Since Italy's first international association football match in 1910, 26 footballers have scored a hat-trick for the national team.

The first player who scored a hat-trick was Pietro Lana in the 6–2 victory against France on 15 May 1910. The highest individual score in a single match is four goals, which has been achieved by six players: Carlo Biagi, Francesco Pernigo, Omar Sívori, Alberto Orlando, Gigi Riva, and Roberto Bettega. Five players have scored a hat-trick more than once, such as Giuseppe Meazza, Angelo Schiavio, Silvio Piola, Gigi Riva and Paolo Rossi. The highest number of hat-tricks in a single match is three, which occurred during the third place match concerning the 1928 Summer Olympics, related to Italy's 11–3 victory over Egypt where Angelo Schiavio, Elvio Banchero and Mario Magnozzi each scored three goals. Gigi Riva, with three hat-tricks, has scored the highest number of hat-tricks for Italy.

In the 1982 FIFA World Cup second group stage match, Italy won 3–2 against Brazil thanks to Paolo Rossi who scored a 'famous' hat-trick, allowing Italy to progress to the semi-finals. The most recent hat-trick in an official match was scored by Alberto Gilardino on 14 October 2009, during Italy's victory over Cyprus for the 2010 FIFA World Cup qualification.

Since 1912, Italy have conceded nine hat-tricks.
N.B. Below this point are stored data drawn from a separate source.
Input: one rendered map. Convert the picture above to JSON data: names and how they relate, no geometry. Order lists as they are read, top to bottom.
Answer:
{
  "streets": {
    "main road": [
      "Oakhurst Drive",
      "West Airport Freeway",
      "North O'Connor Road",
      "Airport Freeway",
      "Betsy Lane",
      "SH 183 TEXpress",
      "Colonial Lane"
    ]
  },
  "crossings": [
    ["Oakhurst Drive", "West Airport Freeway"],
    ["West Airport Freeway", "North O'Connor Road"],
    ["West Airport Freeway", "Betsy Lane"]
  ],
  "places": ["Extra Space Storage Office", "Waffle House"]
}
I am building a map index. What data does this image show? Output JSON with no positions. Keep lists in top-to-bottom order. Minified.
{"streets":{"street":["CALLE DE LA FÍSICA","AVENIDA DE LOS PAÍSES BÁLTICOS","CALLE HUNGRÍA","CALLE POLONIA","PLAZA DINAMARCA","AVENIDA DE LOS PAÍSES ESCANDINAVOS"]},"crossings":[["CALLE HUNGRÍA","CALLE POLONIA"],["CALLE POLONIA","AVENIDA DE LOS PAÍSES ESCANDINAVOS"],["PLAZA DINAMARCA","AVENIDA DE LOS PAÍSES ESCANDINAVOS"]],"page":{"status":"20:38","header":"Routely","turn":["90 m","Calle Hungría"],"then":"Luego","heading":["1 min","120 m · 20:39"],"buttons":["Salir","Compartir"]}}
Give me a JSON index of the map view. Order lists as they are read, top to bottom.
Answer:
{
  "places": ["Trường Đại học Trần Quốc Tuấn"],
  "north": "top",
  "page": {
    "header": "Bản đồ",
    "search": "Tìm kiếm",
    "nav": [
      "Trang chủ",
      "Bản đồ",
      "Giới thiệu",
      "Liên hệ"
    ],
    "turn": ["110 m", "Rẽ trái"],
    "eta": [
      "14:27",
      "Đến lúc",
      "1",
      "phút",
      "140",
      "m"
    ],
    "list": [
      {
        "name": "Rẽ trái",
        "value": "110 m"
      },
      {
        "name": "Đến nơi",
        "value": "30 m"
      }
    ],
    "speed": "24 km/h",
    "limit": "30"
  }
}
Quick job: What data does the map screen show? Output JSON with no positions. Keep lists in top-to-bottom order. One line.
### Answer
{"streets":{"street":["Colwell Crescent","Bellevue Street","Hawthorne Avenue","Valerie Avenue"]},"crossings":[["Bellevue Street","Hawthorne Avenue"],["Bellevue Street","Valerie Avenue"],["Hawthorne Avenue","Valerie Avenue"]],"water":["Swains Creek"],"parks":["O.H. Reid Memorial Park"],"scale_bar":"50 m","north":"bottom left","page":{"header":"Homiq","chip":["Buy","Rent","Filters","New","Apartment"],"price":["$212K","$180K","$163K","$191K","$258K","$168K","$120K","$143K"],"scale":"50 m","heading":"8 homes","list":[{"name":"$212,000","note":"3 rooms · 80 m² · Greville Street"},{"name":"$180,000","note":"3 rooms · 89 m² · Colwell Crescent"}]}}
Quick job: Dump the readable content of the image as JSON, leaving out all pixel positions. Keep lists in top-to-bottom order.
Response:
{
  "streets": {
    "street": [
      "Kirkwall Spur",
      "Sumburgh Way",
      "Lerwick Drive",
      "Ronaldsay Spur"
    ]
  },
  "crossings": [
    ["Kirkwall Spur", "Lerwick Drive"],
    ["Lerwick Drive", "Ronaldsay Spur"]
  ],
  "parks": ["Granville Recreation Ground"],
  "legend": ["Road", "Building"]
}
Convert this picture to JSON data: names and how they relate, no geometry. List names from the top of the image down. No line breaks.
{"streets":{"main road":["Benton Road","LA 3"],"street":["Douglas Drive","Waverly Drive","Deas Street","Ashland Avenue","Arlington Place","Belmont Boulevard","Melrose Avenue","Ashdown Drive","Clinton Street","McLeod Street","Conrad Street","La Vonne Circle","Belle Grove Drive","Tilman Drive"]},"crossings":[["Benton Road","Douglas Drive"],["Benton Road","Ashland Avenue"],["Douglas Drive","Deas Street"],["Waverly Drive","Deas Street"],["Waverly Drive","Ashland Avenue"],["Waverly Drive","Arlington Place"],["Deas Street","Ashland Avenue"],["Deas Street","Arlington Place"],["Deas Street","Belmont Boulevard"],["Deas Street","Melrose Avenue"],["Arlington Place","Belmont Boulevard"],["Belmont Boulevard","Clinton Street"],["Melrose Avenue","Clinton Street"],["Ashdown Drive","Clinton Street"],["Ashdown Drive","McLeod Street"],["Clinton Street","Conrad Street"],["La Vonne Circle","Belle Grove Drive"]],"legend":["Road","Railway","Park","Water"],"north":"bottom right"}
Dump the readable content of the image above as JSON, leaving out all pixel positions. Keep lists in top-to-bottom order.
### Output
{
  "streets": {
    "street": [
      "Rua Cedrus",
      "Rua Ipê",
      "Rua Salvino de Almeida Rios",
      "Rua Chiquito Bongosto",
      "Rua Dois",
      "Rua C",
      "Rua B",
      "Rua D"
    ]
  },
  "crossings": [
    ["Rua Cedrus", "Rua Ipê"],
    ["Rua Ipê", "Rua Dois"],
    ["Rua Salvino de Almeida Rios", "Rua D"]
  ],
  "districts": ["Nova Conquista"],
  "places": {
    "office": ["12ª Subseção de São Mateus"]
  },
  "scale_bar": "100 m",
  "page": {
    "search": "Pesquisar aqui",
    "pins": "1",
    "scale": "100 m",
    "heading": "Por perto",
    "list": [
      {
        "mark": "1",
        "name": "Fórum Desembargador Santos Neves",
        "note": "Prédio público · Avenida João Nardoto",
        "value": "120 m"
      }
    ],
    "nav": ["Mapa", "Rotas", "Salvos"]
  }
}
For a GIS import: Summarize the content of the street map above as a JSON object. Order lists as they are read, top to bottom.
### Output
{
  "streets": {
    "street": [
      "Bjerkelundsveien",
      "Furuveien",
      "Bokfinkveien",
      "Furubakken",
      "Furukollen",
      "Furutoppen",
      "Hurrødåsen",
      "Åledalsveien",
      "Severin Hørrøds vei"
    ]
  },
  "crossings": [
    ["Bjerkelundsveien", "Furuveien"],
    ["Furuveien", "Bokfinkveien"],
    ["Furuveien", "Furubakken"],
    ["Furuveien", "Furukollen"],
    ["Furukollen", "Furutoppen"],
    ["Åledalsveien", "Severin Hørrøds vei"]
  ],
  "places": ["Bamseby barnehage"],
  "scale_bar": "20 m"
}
On 17 March 1912, Eugène Maës was the first player to score a hat-trick against Italy in France's 4–3 victory. The last one was scored by Safet Sušić on 13 June 1979, during the 4–1 defeat against Yugoslavia, in a friendly match. John Hansen is the only player who scored four goals against Italy in a 4–1 defeat against Denmark, which took place on 5 August 1948.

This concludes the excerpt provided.